MEDIAS ET COMUNICATION

Les luttes pour le langage

par Santiago Stura *

 

Toutes les versions de cet article : [Español] [français]

A partir de l’expérience du récent Forum International par l’Émancipation et l’Égalité, Santiago Stura souligne l’importance des batailles discursives comme étant essentiellement politiques permettant à leur tour des ouvertures sur de nouveaux horizons.

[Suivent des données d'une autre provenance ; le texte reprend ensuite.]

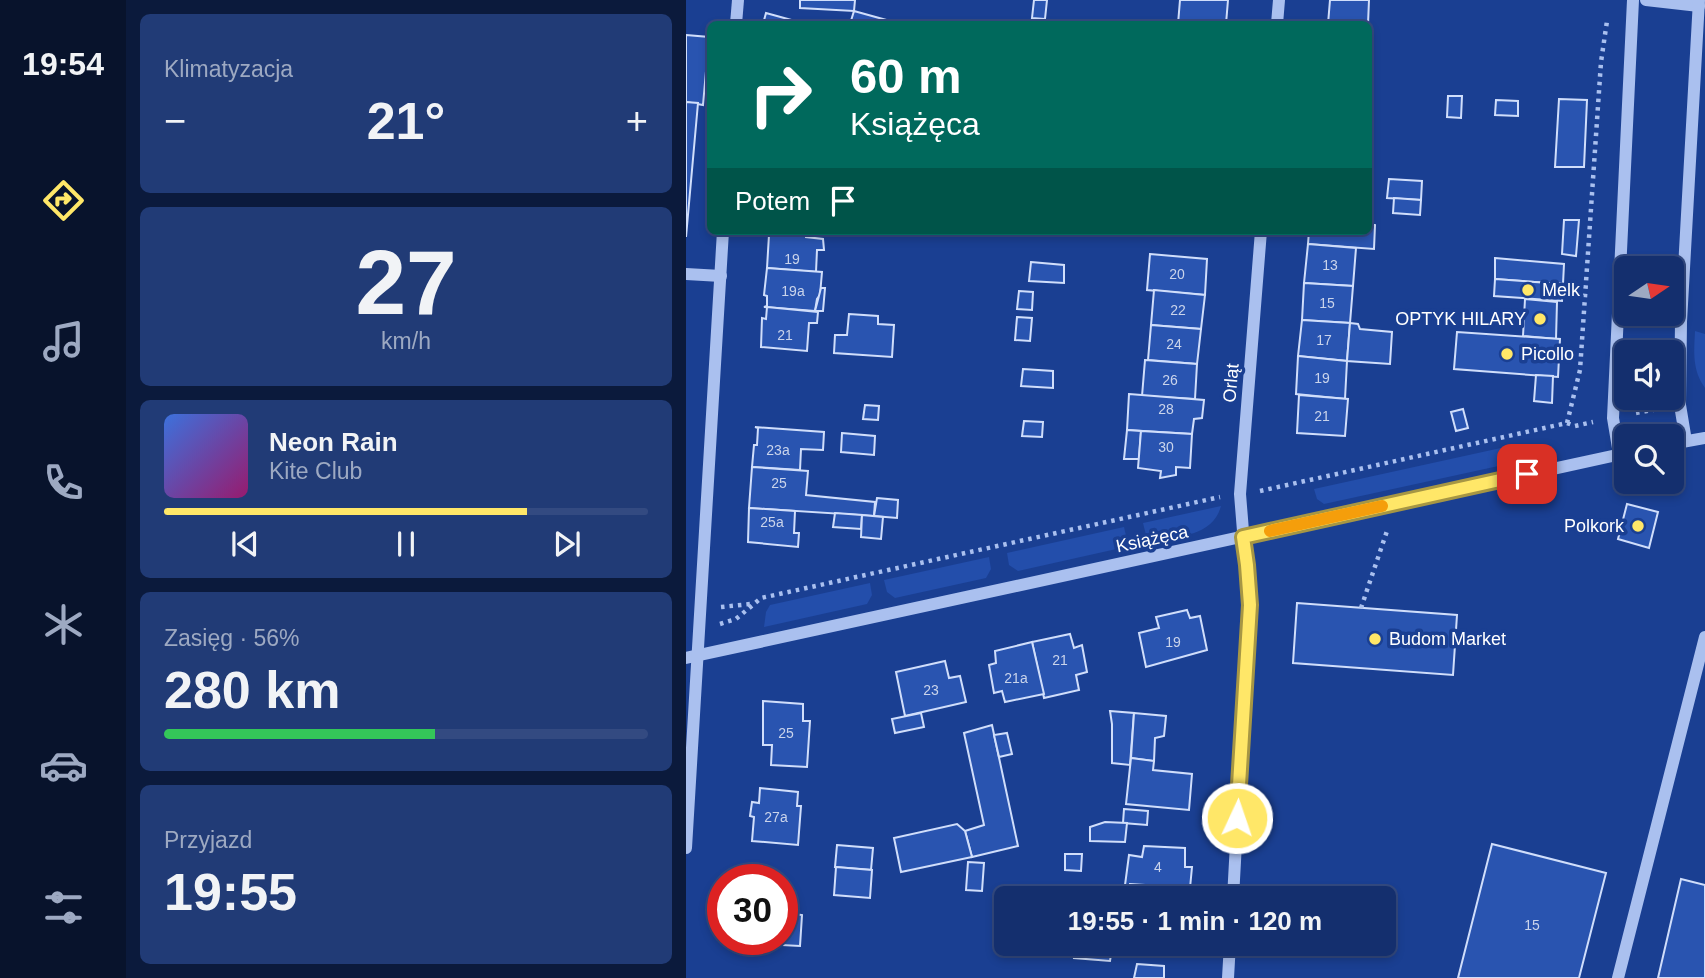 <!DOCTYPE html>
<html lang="pl">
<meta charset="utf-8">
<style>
body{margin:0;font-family:Helvetica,sans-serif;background:#213b76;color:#f1f3f6;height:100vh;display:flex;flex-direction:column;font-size:26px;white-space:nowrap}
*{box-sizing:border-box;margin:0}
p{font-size:23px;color:#9da9c2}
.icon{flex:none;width:38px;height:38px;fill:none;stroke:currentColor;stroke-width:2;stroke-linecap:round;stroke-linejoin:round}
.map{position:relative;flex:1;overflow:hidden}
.sheet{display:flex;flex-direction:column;gap:14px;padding:14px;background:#0b1a3c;width:560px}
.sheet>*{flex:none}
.guide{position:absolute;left:21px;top:21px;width:665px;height:214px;border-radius:10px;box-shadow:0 4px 10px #0003,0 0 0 2px #334a81;background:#00695c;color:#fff;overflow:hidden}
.needle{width:46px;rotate:77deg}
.fabs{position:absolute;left:928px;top:256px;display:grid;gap:14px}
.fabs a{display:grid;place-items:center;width:70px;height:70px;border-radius:10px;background:#142f6e;box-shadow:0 4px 10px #0003,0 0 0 2px #334a81;font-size:35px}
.speed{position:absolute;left:21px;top:864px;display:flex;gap:14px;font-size:35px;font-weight:700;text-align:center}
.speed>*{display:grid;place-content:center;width:91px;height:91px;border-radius:50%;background:#142f6e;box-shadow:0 4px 10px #0003,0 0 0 2px #334a81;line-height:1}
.speed .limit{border:10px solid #d22;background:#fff;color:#111}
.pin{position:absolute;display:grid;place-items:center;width:60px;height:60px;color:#fff;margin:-30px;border-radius:14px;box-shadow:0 4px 10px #0006}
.me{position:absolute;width:77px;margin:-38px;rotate:3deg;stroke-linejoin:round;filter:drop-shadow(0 0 5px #0008)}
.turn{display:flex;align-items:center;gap:24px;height:147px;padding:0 28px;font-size:32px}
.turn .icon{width:91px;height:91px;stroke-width:2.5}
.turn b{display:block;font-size:49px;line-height:60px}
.then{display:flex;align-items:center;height:66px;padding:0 28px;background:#0003;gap:14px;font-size:26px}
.big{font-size:52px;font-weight:800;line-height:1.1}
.sheet .tile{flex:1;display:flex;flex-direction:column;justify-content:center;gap:10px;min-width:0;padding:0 24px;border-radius:10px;background:#213b76}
.sheet .dial{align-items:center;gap:0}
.dial b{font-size:91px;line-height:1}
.song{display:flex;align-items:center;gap:21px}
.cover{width:84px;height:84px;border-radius:10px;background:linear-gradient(135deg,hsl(220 70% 55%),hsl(320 70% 35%))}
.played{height:7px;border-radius:4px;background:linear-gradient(90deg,#ffe768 75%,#334a81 75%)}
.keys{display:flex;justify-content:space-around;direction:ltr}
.heat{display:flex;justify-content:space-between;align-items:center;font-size:38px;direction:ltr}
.charge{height:10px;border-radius:5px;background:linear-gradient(90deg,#34c759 56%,#334a81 0)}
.trip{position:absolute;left:308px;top:886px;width:402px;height:70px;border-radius:10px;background:#142f6e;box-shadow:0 4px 10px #0003,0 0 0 2px #334a81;font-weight:800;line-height:70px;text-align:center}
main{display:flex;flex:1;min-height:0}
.dock{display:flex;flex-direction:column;width:126px;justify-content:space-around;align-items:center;background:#08132c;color:#9da9c2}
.dock .icon{width:49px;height:49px}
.dock .active{color:#ffe768}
.dock b{font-size:32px;color:#f1f3f6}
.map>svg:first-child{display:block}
</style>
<main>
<nav class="dock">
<b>19:54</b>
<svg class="icon active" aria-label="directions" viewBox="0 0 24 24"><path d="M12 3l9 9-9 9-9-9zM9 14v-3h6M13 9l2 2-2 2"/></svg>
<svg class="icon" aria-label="music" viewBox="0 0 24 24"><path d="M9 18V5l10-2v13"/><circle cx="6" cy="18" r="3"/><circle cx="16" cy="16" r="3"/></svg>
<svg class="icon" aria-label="phone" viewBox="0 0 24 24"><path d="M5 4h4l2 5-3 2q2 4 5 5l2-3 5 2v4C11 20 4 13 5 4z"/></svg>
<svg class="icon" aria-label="climate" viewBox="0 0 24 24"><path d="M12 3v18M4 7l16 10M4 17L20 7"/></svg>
<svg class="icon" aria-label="car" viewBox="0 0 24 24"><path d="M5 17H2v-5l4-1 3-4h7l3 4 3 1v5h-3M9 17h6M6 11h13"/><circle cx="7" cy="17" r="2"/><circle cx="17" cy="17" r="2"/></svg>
<svg class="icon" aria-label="filters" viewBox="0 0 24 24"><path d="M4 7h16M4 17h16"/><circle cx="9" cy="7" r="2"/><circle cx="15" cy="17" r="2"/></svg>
</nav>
<section class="sheet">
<div class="tile"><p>Klimatyzacja</p>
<div class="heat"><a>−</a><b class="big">21°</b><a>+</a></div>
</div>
<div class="tile dial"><b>27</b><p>km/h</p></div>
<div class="tile">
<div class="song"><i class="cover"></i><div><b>Neon Rain</b><p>Kite Club</p></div></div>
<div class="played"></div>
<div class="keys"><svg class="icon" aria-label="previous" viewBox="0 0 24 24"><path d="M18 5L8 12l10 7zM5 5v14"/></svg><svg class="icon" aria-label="pause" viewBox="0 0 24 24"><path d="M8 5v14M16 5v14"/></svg><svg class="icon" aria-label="next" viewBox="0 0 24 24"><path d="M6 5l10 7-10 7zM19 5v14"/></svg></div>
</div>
<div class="tile"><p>Zasięg · 56%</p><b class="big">280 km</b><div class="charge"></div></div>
<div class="tile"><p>Przyjazd</p><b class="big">19:55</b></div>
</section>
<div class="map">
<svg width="1019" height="978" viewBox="0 0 1019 978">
<rect width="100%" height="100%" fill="#1a3f92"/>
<g fill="#234eab">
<path d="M1009 331 1019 334V388C1006 370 1008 352 1009 331Z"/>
<polygon points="833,444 843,448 849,458 638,504 631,499 628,489"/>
<path d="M535 506C527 536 494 536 468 541L460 535 457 523Z"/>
<polygon points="438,527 441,540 435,548 332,571 323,565 321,553"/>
<polygon points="303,557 305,569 300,578 209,598 201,592 198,580"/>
<polygon points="184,583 186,595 181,604 78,627 80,612 84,605"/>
</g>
<g fill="#2954b0" stroke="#d0defb" stroke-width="2">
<polygon points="114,0 169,0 168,11 114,8"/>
<polygon points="348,0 361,0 359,19 346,18"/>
<polygon points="494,0 542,0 540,24 492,24"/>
<polygon points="644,0 683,0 682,24 642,24"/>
<polygon points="168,11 204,21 203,24 164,24"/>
<polygon points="80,13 120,24 77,24"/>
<polygon points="0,35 23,37 17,105 0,102"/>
<polygon points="762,96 776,96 775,118 761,117"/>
<polygon points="873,99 901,100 898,167 869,167"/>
<polygon points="810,100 832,101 832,116 809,115"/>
<polygon points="0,102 12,103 0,237"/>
<polygon points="703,179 736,181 735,200 701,198"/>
<polygon points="708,198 735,200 734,215 707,213"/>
<polygon points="878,220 893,220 890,256 876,254"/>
<polygon points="682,224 689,225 688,249 622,244 623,231 682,231"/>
<polygon points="104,231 120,231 120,237 137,239 138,250 131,250 130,272 81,268 83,235 104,236"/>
<polygon points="622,244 670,248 667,286 618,283"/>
<polygon points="464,254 521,259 519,295 461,290"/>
<polygon points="809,258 878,264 877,284 809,279"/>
<polygon points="345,262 378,265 378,283 343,281"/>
<polygon points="81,268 136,272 134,295 131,299 129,311 78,307 81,306 81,296 78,295"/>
<polygon points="809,279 877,284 876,301 808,296"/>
<polygon points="618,283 667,286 664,323 616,320"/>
<polygon points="135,288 139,288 137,311 129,311"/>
<polygon points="468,290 519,295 515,329 465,325"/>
<polygon points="333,291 347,292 346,310 331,309"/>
<polygon points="839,299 871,302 870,339 837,336"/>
<polygon points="81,307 132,312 131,323 123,323 121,351 75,347 76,318 80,319"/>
<polygon points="163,314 192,316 192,324 208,325 206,357 148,353 149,335 161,335"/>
<polygon points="331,317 346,318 344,341 329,340"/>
<polygon points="616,320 664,323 661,361 612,356"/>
<polygon points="664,323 672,324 674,329 706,332 704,364 661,361"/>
<polygon points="465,325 515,329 511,364 462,360"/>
<polygon points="771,332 874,339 872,377 768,369"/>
<polygon points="612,356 661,361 659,399 610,394"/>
<polygon points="459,360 511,364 509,399 456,396"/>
<polygon points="337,369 367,371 367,388 335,386"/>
<polygon points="850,375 867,376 866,403 848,401"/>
<polygon points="443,394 518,400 516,418 508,419 506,434 441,430"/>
<polygon points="613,395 662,399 659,436 611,433"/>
<polygon points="179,405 193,406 192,420 177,419"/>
<polygon points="777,409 782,428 770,431 765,412"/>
<polygon points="338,421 357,422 356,437 336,436"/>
<polygon points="69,427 138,432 137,450 115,449 114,470 66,467 68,445 71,445 72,428"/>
<polygon points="441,430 455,431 453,459 438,459"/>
<polygon points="455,431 506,434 504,468 490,467 490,475 474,478 475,471 452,468"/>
<polygon points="156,433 189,436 188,455 155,452"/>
<polygon points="66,467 122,471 120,495 189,502 188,516 63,508"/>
<polygon points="191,498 212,500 211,518 188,516"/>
<polygon points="941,504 972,512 963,548 932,539"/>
<polygon points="63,508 109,511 108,533 113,533 112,547 62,542"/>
<polygon points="149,513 176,515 175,529 147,527"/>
<polygon points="176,515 197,517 195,539 175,537"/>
<polygon points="611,603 771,615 767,675 607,663"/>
<polygon points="501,610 504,618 514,616 521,650 460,667 453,633 473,628 470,617"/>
<polygon points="384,634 388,648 396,645 401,672 390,675 393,690 358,698 346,642"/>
<polygon points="346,642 358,694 319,702 316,691 308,693 303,665 310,663 309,651"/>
<polygon points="259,661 263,678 274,676 280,702 219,716 210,672"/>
<polygon points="77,701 117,704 117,721 124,721 121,767 85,765 86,745 77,745"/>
<polygon points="424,711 448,713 444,765 426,763 426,724"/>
<polygon points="235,713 238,727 209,733 206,719"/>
<polygon points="448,713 480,716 478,736 469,738 468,761 445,758"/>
<polygon points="306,725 332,846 286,857 279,831 298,825 278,733"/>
<polygon points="321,733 326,754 313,757 308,735"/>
<polygon points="445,758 468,761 467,770 506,774 503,810 440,804"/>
<polygon points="74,788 112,792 111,806 115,806 112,845 66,841 68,817 64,816 66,802 73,803"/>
<polygon points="438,809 462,811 461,825 437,823"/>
<polygon points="419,822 441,823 439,842 404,841 404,827"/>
<polygon points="271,824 279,831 286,857 215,872 208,838"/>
<polygon points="806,844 920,873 893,978 772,978"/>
<polygon points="151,845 187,848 185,870 149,867"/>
<polygon points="458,846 499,848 499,867 506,867 504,888 439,885 443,855 456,857"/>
<polygon points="379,854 396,854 395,871 379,870"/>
<polygon points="282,862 298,863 296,891 280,890"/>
<polygon points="150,867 186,870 184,898 148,895"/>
<polygon points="995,879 1019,885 1019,978 972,978"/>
<polygon points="444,884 504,888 504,898 444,898"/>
<polygon points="96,896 110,896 109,914 116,915 114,946 60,943 60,940 96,940"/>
<polygon points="389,943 427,943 424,961 388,958"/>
<polygon points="451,964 478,966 478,978 448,978"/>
</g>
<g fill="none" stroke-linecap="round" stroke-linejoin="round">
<g stroke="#aac0ef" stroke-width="4.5" stroke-dasharray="3.5 5" stroke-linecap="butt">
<polyline points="953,320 973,321"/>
<polyline points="950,413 972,409"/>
<polyline points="881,423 894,370 915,62 921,21"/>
<polyline points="574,491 881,423 889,426 907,422"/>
<polyline points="35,607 64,604"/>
<polyline points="675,608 702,528"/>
<polyline points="34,624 50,619 75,598 534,497"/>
</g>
<g stroke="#aac0ef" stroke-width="12">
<polyline points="960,0 1013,6"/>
<polyline points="50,24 52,0"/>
<polyline points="591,24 593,0"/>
<polyline points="0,274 35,276"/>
<polyline points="1000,441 994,405 995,322 1013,0"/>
<polyline points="985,444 1019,438"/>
<polyline points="933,454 927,418 947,0"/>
<polyline points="0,658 940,453"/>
<polyline points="0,848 37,231"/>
<polyline points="547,898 563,605 554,494 575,231"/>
<polyline points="542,978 544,943"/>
<polyline points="932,978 1019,637"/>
</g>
</g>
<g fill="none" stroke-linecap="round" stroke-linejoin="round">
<g stroke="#a69644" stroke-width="18">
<polyline id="route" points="551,818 564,605 561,565 557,537 841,474"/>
</g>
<use href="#route" stroke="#ffe768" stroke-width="12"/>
<polyline stroke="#f59e0b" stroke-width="12" points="584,531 696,506"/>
</g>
<g fill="#ffe768" stroke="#1a3f92" stroke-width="2.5">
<circle cx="842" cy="290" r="7"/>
<circle cx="854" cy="319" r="7"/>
<circle cx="821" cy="354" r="7"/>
<circle cx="952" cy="526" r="7"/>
<circle cx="689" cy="639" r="7"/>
</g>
<g text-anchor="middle" stroke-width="7" stroke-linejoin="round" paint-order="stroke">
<g font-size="14" fill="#cad4eb">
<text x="106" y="264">19</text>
<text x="644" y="270">13</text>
<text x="491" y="279">20</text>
<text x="107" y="296">19a</text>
<text x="641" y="308">15</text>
<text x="492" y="315">22</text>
<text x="99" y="340">21</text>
<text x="638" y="345">17</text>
<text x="488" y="349">24</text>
<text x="636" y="383">19</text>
<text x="484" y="385">26</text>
<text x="480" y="414">28</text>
<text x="636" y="421">21</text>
<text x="480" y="452">30</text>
<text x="92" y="455">23a</text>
<text x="93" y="488">25</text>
<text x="86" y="527">25a</text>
<text x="487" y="647">19</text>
<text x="374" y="665">21</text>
<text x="330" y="683">21a</text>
<text x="245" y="695">23</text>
<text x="100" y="738">25</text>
<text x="90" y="822">27a</text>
<text x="472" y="872">4</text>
<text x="846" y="930">15</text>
</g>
<g font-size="18" fill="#fff" stroke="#1a3f92" text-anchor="start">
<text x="856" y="296">Melk</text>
<text x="840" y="325" text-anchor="end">OPTYK HILARY</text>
<text x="835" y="360">Picollo</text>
<text x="938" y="532" text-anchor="end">Polkork</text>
<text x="703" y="645">Budom Market</text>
</g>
<g font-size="18" fill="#fff" stroke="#1a3f92">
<text transform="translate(545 383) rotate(-85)" y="6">Orląt</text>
<text transform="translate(466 539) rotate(-12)" y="6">Książęca</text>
</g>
</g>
</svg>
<div class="fabs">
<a><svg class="needle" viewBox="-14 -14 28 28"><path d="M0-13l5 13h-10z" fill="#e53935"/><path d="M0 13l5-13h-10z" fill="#9da9c2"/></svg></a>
<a><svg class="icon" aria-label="sound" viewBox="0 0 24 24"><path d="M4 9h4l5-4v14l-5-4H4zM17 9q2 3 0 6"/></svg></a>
<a><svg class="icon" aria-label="search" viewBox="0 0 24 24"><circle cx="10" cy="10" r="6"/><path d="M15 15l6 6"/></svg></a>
</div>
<div class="speed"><div class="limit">30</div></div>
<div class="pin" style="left:841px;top:474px;background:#d93025"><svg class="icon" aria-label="arrive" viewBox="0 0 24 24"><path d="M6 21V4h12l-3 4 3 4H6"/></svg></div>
<svg class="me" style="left:551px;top:818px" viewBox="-20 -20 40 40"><circle r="17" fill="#ffe768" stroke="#fff" stroke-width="3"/><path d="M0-11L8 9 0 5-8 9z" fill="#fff"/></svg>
<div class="trip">19:55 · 1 min · 120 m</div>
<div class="guide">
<div class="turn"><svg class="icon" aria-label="right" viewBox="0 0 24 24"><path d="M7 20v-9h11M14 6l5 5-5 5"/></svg><div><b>60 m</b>Książęca</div></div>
<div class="then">Potem<svg class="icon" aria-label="arrive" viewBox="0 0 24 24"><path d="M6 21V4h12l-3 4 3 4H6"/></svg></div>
</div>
</div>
</main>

Il y a quelques jours le Forum International pour l’Émancipation et l’Égalité s’est tenu en Argentine, organisé par le Secrétariat de Coordination Stratégique pour la Pensée Nationale, une instance dépendant du Ministère de la Culture du pays. Cela a été un événement très utile au cours duquel nous avons eu la chance d’écouter, apprendre et dialoguer avec des figures contemporaines de référence de la pensée de l’émancipation ; un événement sur lequel nous pouvons écrire et réfléchir. Plusieurs points valent la peine d’être traités mais j’aimerais me focaliser sur un aspect central, à savoir que le forum a étudié et condensé de façon explicite et indiscutable toute une série de concepts, idées ou mots qu’il n’est plausible de penser et d’énoncer que dans le cadre des gouvernements populaires latinoaméricains [Ex. : « Amérique Latine et Europe dans un miroir » Alvaro García Linera, Vice-Président de la Bolivie].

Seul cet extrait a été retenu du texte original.